Nine Months Ended September 30, 2000 Compared to Nine Months Ended September 30,
1999

     Operating revenues increased 47.3% to $169.0 million in 2000 from $114.7
million in 1999. The Company believes this increase is due primarily to the
acquisition of the assets of CCC Express on November 1, 1999 and related
business, the expansion of the Company's marketing team and the new marketing
efforts implemented for the Company's logistics services, dedicated fleet
operations, and private fleet conversions and to additional business from
existing customers. Average revenue per mile increased to $1.181 in 2000 from
$1.115 in 1999. The number of shipments increased 46.2% to 149,079 during 2000
from 101,943 during 1999. This volume improvement was made possible by an
increase of 55.8% in the average number of tractors operated from 1,114 in 1999
to 1,736 in 2000. Although the Company has continued to expand its fleet, miles
per tractor per week decreased 10.7% from 2,430 in 1999 to 2,170 in 2000. The
empty mile factor decreased to 9.1% in 2000 from 9.5% of paid miles in 1999. The
increase in revenue was partially offset by a decline in the average miles per
tractor per week of 260 miles, which approximates a 12.0% lack of revenue for
2000.

     Operating expenses and costs as a percentage of revenues increased to 96.2%
in 2000 from 90.0% in 1999. This change resulted primarily from increases, on a
percentage of revenue basis, in operations and maintenance costs, insurance and
claims, and depreciation and amortization and other expenses.

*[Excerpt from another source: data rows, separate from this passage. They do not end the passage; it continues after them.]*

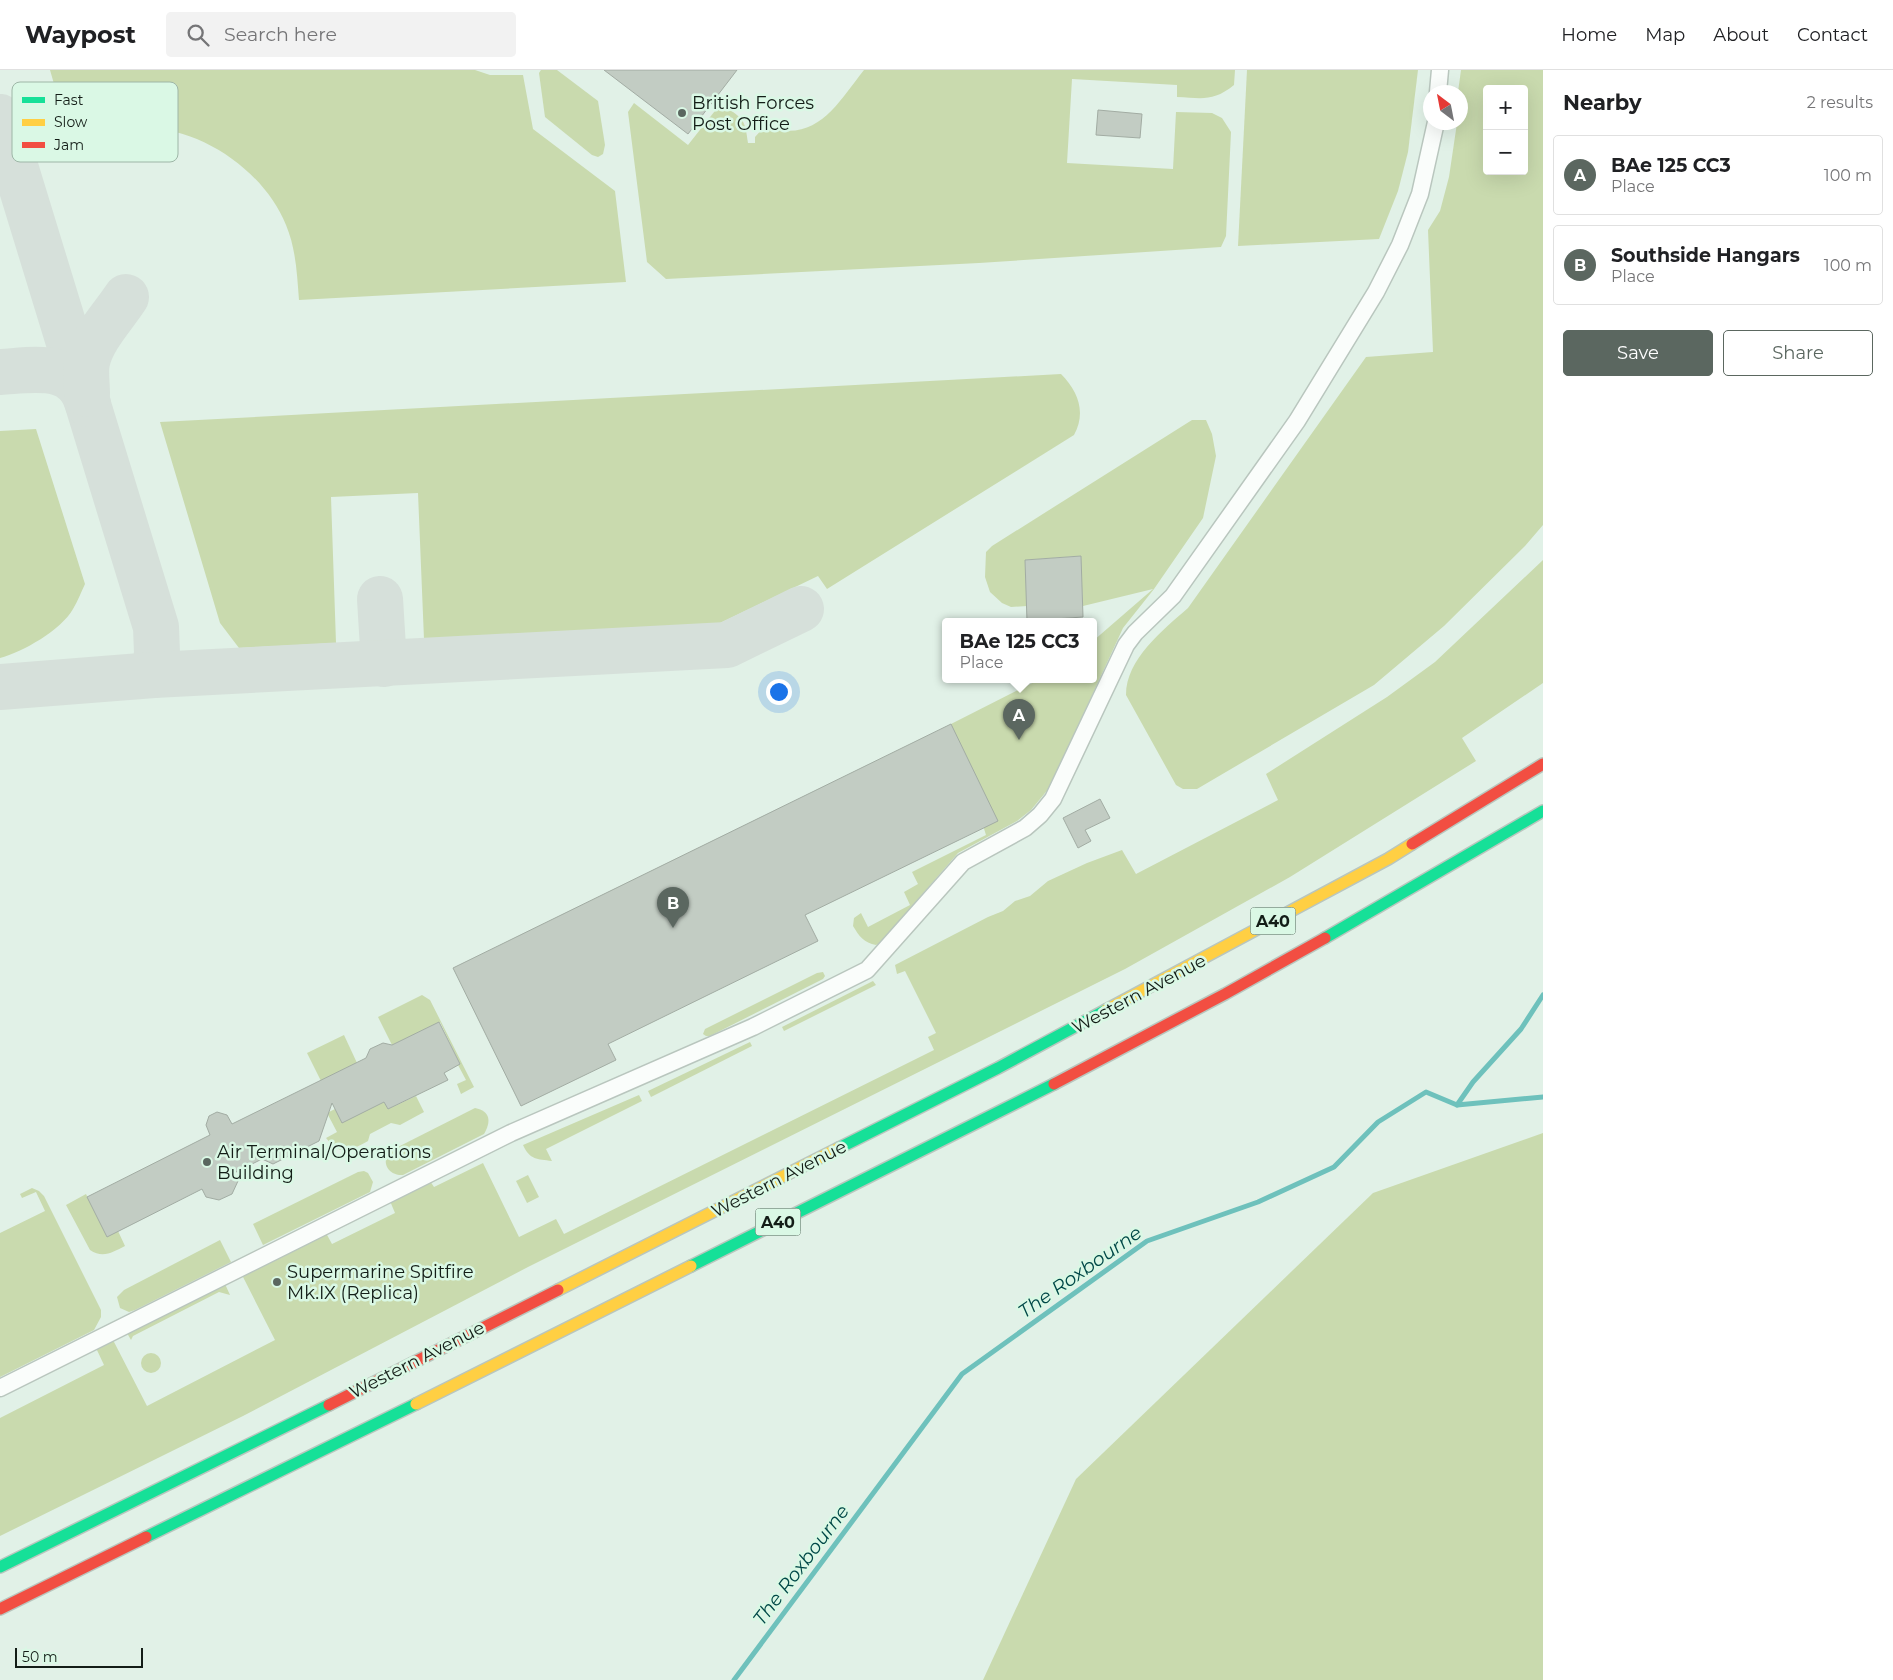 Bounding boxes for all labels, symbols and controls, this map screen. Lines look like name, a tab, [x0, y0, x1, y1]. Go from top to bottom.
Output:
search box	[166, 12, 516, 57]
text: Waypost	[25, 20, 136, 49]
icon: search	[184, 21, 212, 49]
text: Search here	[224, 23, 337, 46]
text: Home	[1561, 24, 1617, 46]
text: Map	[1645, 24, 1685, 46]
text: About	[1713, 24, 1769, 46]
text: Contact	[1797, 24, 1868, 46]
legend	[12, 82, 178, 162]
north arrow	[1423, 85, 1468, 130]
map controls	[1483, 85, 1528, 175]
button: +	[1483, 85, 1528, 130]
text: Nearby	[1563, 90, 1642, 115]
text: Fast	[54, 91, 84, 109]
place label: British Forces Post Office	[692, 92, 814, 135]
text: 2 results	[1807, 93, 1873, 112]
marker: British Forces Post Office	[676, 107, 688, 119]
text: Slow	[54, 113, 88, 131]
button: −	[1483, 130, 1528, 175]
text: Jam	[53, 136, 84, 154]
text: BAe 125 CC3	[1611, 154, 1731, 177]
text: A	[1574, 166, 1586, 185]
text: 100 m	[1824, 166, 1872, 185]
text: Place	[1611, 177, 1655, 196]
text: Southside Hangars	[1611, 244, 1800, 267]
text: B	[1574, 256, 1586, 275]
text: 100 m	[1824, 256, 1872, 275]
text: Place	[1611, 267, 1655, 286]
button: Save	[1563, 330, 1713, 376]
button: Share	[1723, 330, 1873, 376]
popup	[942, 618, 1097, 683]
text: BAe 125 CC3	[960, 630, 1079, 653]
text: Place	[960, 653, 1003, 672]
your location	[766, 679, 792, 705]
pin: A	[1003, 699, 1035, 740]
pin: B	[657, 887, 689, 928]
road number: A40	[1250, 908, 1296, 934]
street label: Western Avenue	[1068, 949, 1210, 1039]
street label: Western Avenue	[708, 1135, 850, 1222]
place label: Air Terminal/Operations Building	[217, 1141, 431, 1184]
marker: Air Terminal/Operations Building	[201, 1156, 213, 1168]
road number: A40	[756, 1208, 800, 1236]
water label: The Roxbourne	[1014, 1221, 1146, 1323]
place label: Supermarine Spitfire Mk.IX (Replica)	[287, 1261, 474, 1304]
marker: Supermarine Spitfire Mk.IX (Replica)	[271, 1276, 283, 1288]
street label: Western Avenue	[346, 1316, 488, 1403]
water label: The Roxbourne	[748, 1500, 854, 1630]
scale bar	[15, 1645, 142, 1668]
text: 50 m	[22, 1648, 58, 1666]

These increases
were partially offset by a decrease, on a percentage of revenue basis, in
salaries, wages and employee benefits. The increase in operations and
maintenance costs was primarily the result of an increase in the average cost of
fuel combined with a decrease in the average fuel efficiency of the fleet. The
average cost of fuel has increased 36.9 cents per gallon in the third quarter of
this year compared to the same period last year which equates to approximately
$9.6 million in additional fuel expense, on a pre-tax basis, for 2000 compared
to 1999. Also attributing to the increase in operations and maintenance costs is
a reduction in fuel efficiency, which has decreased to 6.32 miles per gallon
during 2000 from 6.52 for 1999. This represents approximately $1.1 million in
additional fuel expense, on a pre-tax basis, for 2000 compared to 1999. The
increase in insurance and claims was due to an increase in the quantity of
accidents. The increase in depreciation and amortization was due to an increase
in the cost of tractors and trailers when compared to those being retired and to
a reduction in the average miles per tractor per week as mentioned above. The
increase in other expenses, relative to revenues, was related to increased
efforts to recruit and train qualified drivers in order to replace lost drivers
and grow our fleet. The percentage decrease, relative to revenue, in salaries,
wages and employee benefits was partially due to the increase in the average
revenue per mile, as mentioned above and partially due to the reduction in
management incentives accrued which are based on the Company's financial
operating results.

     As a result of the foregoing factors, operating income decreased 44.6% to
$6.4 million, or 3.8% of revenues, in 2000 from $11.5 million, or 10.0% of
revenues, in 1999.


                                    Page 10
<PAGE>   11


     Interest expense increased 336.1% to $4.1 million in 2000 from $0.9 million
in 1999, resulting primarily from a substantial increase in total borrowings to
fund the acquisition of the assets of CCC Express and an increase in the average
borrowing rate from 6.10% to 7.55%.

     Other income, net decreased to $27,900 in 2000 from $35,400 in 1999,
resulting primarily from an increase in fines expense partially offset by an
increase in traffic management fees and a reduction of officer life insurance
premium expense.

     As a result of the above, income before income taxes decreased 79.9% to
$2.1 million, or 1.2% of revenues, in 2000 from $10.6 million, or 9.2% of
revenues, in 1999.

     The Company's effective tax rate of 39.2% for 2000 did not change from
1999. The effective rates varied from the statutory Federal tax rate of 34%
primarily due to state income taxes and certain non-deductible expenses.

     As a result of the aforementioned factors, net income decreased 79.9% to
$1.3 million, or 0.7% of revenues, in 2000 from $6.4 million, or 5.6% of
revenues, in 1999, representing a decrease of 79.7% in diluted net income per
share to $.14 from $.69. The number of shares used in the calculation of diluted
net income per share for 2000 and 1999 were 9,305,409 and 9,408,583,
respectively.

SEASONALITY

     In the motor carrier industry generally, revenues are lower in the first
and fourth quarters as customers decrease shipments during the winter holiday
season and as inclement weather impedes operations. These factors historically
have tended to decrease net income in the first and fourth quarters. Future
revenues could be impacted if customers reduce shipments due to temporary plant
closings, which historically have occurred during July and December.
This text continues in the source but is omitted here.